The confederation said alternatively the firms which are already paying taxes should be given an option to pay additional 1 per cent corporate tax and be exempted from the FBT.
"This way, firms can choose to avoid number of hassles and complications involved with of the discharge of FBT liabilities. Yet, the government's objective of widening the corporate tax net will also be achieved," the memorandum said.
The chamber said the scope of items covered under FBT is unduly large with the existence of several categories of business expenditures for which no benefit accrues to employees.
Expenses on travelling, hotel boarding, sales promotion, conference expenses are genuine business expenditures and taxing them only affects the competitiveness of industries in the global market, CII said.
FBT is particularly affecting the fast growing knowledge-based sectors such as software, IT enabled services, pharmaceuticals, travel and hotel, where FBT related expenses constitute a larger portion, the memorandum added.
The complex procedures relating to filing of return in respect of FBT further adds to the cost, it said.
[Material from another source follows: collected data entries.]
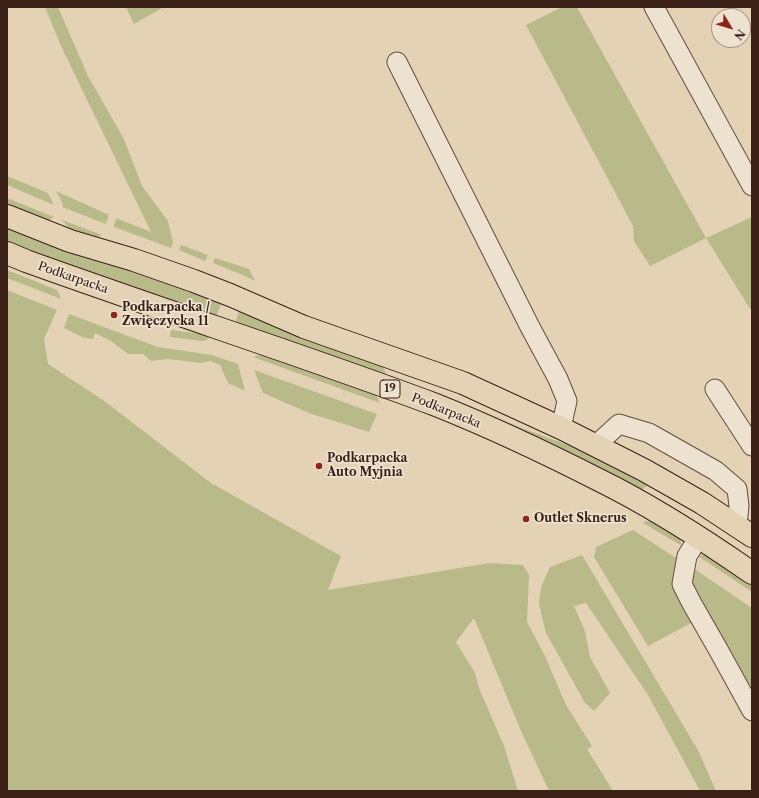 <!DOCTYPE html>
<html>
<head>
<meta charset="utf-8">
<style>
	body { margin:0 }
	#map { position:relative; width:759px; height:798px; overflow:hidden; background:#e4d2b5; font-family:"Libre Caslon Text",serif }
	canvas { display:block }
	.frame { position:absolute; inset:0; border:8px solid #3a2016; pointer-events:none }
	.north { position:absolute; left:711px; top:8px; width:40px; height:40px; box-sizing:border-box; background:#ede2cf; border:1px solid #a59485; border-radius:50%; rotate:128deg; font-size:11px; font-weight:700; line-height:16px; text-align:center; color:#3a2016 }
	.north::after { content:''; display:block; margin:auto; width:14px; height:18px; background:#8f2418; clip-path:polygon(50% 0,100% 100%,50% 72%,0 100%) }
</style>
</head>
<body>
<div id="map">
<canvas width="759" height="798"></canvas>
<div class="frame"></div>
<div class="north">N</div>
</div>
<script>
const c = document.querySelector('canvas').getContext('2d');
c.lineJoin = 'round';
function fillPath(path, color) { c.fillStyle = color; c.fill(path, 'evenodd'); }
function trace(path, color, width, dash) { c.strokeStyle = color; c.lineWidth = width; c.lineCap = dash ? 'butt' : 'round'; c.setLineDash(dash || []); c.stroke(path); }
function write(font, color, halo, rows, align = 'center') {
  c.font = font + ' "Libre Caslon Text",serif'; c.lineWidth = 3.5; c.setLineDash([]); c.textBaseline = 'middle'; c.strokeStyle = halo; c.fillStyle = color; for (const [text, x, y, turn = 0] of rows) {
    c.save(); c.translate(x, y); c.rotate((+turn || 0) * Math.PI / 180); c.textAlign = isNaN(turn) ? turn : align; if (halo) c.strokeText(text, 0, 0); c.fillText(text, 0, 0); c.restore();
  }
}
fillPath(new Path2D(`
	M45,7h13l30,69 36,63 18,47 26,35 5,21 -2,6 -57,-21 2,-9 35,14 -90,-186z
	M126,7h38l-30,17z
	M562,7h15l129,231 46,-21v95l-46,-74 -56,28 -16,-25 -1,-15 -107,-201z
	M7,176l41,17 6,12 -47,-20z
	M56,191l53,24 -3,9 -44,-17 1,-3z
	M7,198l47,19 -7,5 -40,-16z
	M62,220l40,15 -9,4 -21,-7z
	M7,226l83,30 132,45 -6,16 -149,-53 -60,-23z
	M181,245l27,10 -3,6 -26,-11z
	M215,258l34,11 6,12 -12,-6 -30,-12z
	M7,270l50,20 4,9 -54,-21z
	M7,290l50,20 -13,29 4,25 55,36 108,83 130,73 -13,34 161,-27 34,2 6,10 -2,47 18,34 21,49 26,41 -5,3 26,42h-64l-28,-60 -47,-113 -18,24 19,31 4,15 25,58 14,45h-511z
	M240,308l139,55 5,6 3,7 -152,-52z
	M69,314l89,33 54,8 26,9 7,27 -17,-8 -8,-18 -10,-4 -9,2 -33,-4 -17,2 -8,-7h-15l-17,-13 -16,-8 -2,6 -9,-1 -20,-10z
	M171,330l39,5 -3,5 -5,1 -32,-4z
	M263,353l112,40 5,10 -127,-46z
	M254,370l123,44 -8,18 -60,-19 -46,-20z
	M422,388l105,42 63,23 60,32 -5,2 -4,4 -221,-100z
	M646,521l11,1 22,14 3,10 -39,-23z
	M633,530l43,28 -1,21 18,43 -45,24 -54,-89 2,-10z
	M708,554l44,30v8l-54,-36z
	M582,555l117,197 17,39h-16l-52,-96 -62,-92 -12,3 11,25 5,26 20,36 -16,18 -9,-8 -39,-70 -7,-29 2,-17 9,-20z
	M693,568l59,40v87l-54,-91 -7,-23z`), '#b9ba8a');
const minor = new Path2D(`
	M654,7l98,179
	M397,62l133,265 28,52 9,22 -6,27
	M715,389l37,57
	M596,445l23,-21 30,9 67,38 21,18 2,17 -2,19
	M699,537l-12,19 -5,28 9,18 28,49 33,60`);
const highway = new Path2D(`
	M7,216l63,25 64,19 60,21 36,14 74,32 159,56 98,45 83,42 58,33 50,33
	M7,253l19,8c64,23 128,45 192,67 73,25 146,50 218,77 55,22 110,48 163,75 53,26 104,59 153,93`);
trace(minor, '#644c3e', 21);
trace(highway, '#3a2016', 24);
trace(minor, '#ede2cf', 19);
trace(highway, '#e4d2b5', 22);
for (const [x, y, r, color] of [
	[114,315,4,"#8f2418"],
	[319,466,4,"#8f2418"],
	[526,519,4,"#8f2418"]
]) { const dot = new Path2D(); dot.arc(x, y, r, 0, 2 * Math.PI); c.fillStyle = color; c.fill(dot); trace(dot, '#ede2cf', 1.5); }
for (const [x, y, w] of [
	[390,389,20]
]) { const box = new Path2D(); box.roundRect(x - w / 2, y - 9, w, 18, 3); c.fillStyle = '#ede2cf'; c.fill(box); trace(box, '#3a2016', 1); }
write('bold 11px', '#3a2016', null, [
	["19",390,389]
]);
write('12px', '#3a2016', '#ede2cf', [
	["Podkarpacka",73,278,19],
	["Podkarpacka",446,411,22]
]);
write('bold 12px', '#3a2016', '#ede2cf', [
	["Podkarpacka /",122,308],
	["Zwięczycka 11",122,322],
	["Podkarpacka",327,459],
	["Auto Myjnia",327,473],
	["Outlet Sknerus",534,519]
], 'left');
</script>
</body>
</html>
Former FICCI president Onkar S Kanwar had said at the chamber's AGM, "Corporate India today pays 30 per cent corporate tax on its profits. Another 3 to 4 per cent as dividend distribution tax and another 3 to 4 per cent on fringe benefit tax raise the burden. We strongly feel that FBT must be abolished."
Calling FBT bad in law and economics, PHD Chamber of Commerce and Industry secretary general Bibek Debroy said it is not a tax on income and should not have been levied in the first place.
It taxes expenditure, often on heads where the government has abdicated its responsibility of providing services, the renowned economist said.
FBT was imposed in this year's Budget on employers for those benefits given by them to employees collectively, which could not be taxed at the hands of employees.